▸ **TASK GOAL**: Return the listing below unchanged, but without pictures.

▸ **SUPPLIED RECORDS**:
- - -
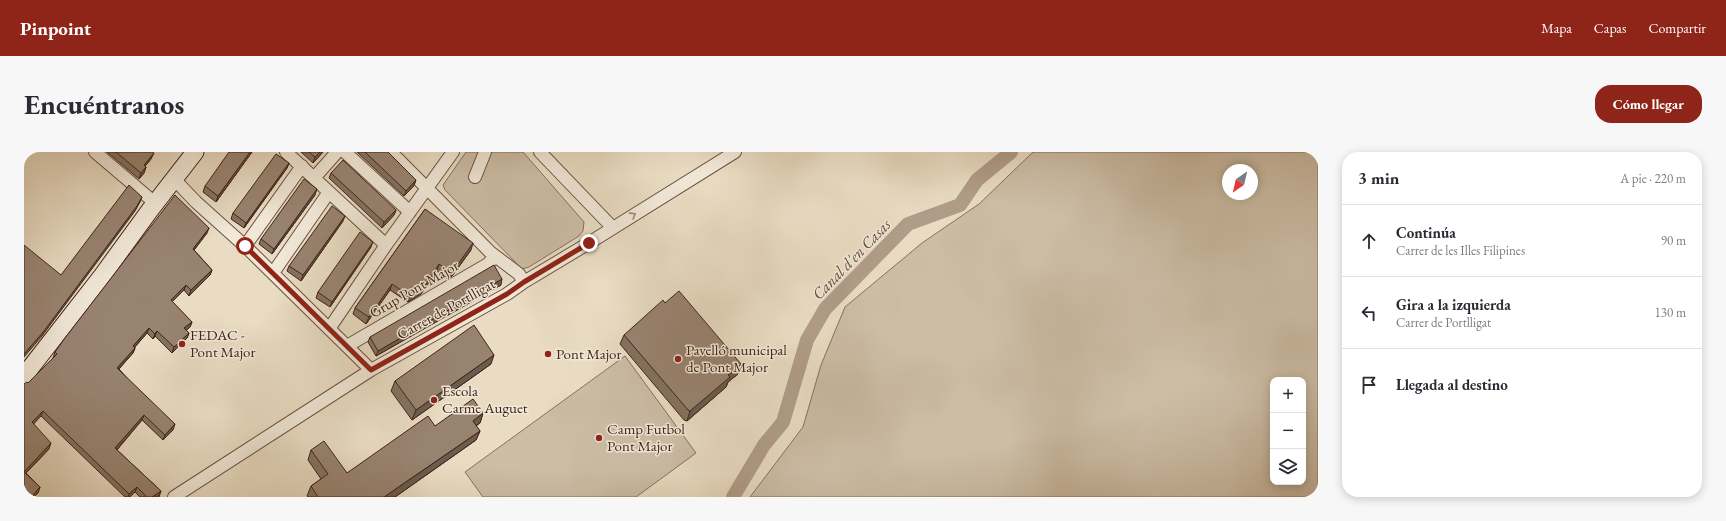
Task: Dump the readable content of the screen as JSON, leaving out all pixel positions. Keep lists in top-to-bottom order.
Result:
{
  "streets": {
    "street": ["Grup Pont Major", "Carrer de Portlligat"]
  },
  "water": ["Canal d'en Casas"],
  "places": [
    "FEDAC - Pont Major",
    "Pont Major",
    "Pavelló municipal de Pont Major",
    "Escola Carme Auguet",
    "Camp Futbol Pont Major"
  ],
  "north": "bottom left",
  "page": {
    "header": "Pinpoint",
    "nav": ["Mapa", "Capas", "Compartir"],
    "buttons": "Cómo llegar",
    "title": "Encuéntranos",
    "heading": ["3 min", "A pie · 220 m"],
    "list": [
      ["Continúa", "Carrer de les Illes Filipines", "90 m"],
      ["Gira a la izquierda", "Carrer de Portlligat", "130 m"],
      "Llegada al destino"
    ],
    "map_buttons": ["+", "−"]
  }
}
- - -
▸ **WRITTEN ANSWER**:
Task: Dump the readable content of the screen as JSON, leaving out all pixel positions. Keep lists in top-to-bottom order.
Result:
{
  "streets": {
    "street": ["Grup Pont Major", "Carrer de Portlligat"]
  },
  "water": ["Canal d'en Casas"],
  "places": [
    "FEDAC - Pont Major",
    "Pont Major",
    "Pavelló municipal de Pont Major",
    "Escola Carme Auguet",
    "Camp Futbol Pont Major"
  ],
  "north": "bottom left",
  "page": {
    "header": "Pinpoint",
    "nav": ["Mapa", "Capas", "Compartir"],
    "buttons": "Cómo llegar",
    "title": "Encuéntranos",
    "heading": ["3 min", "A pie · 220 m"],
    "list": [
      ["Continúa", "Carrer de les Illes Filipines", "90 m"],
      ["Gira a la izquierda", "Carrer de Portlligat", "130 m"],
      "Llegada al destino"
    ],
    "map_buttons": ["+", "−"]
  }
}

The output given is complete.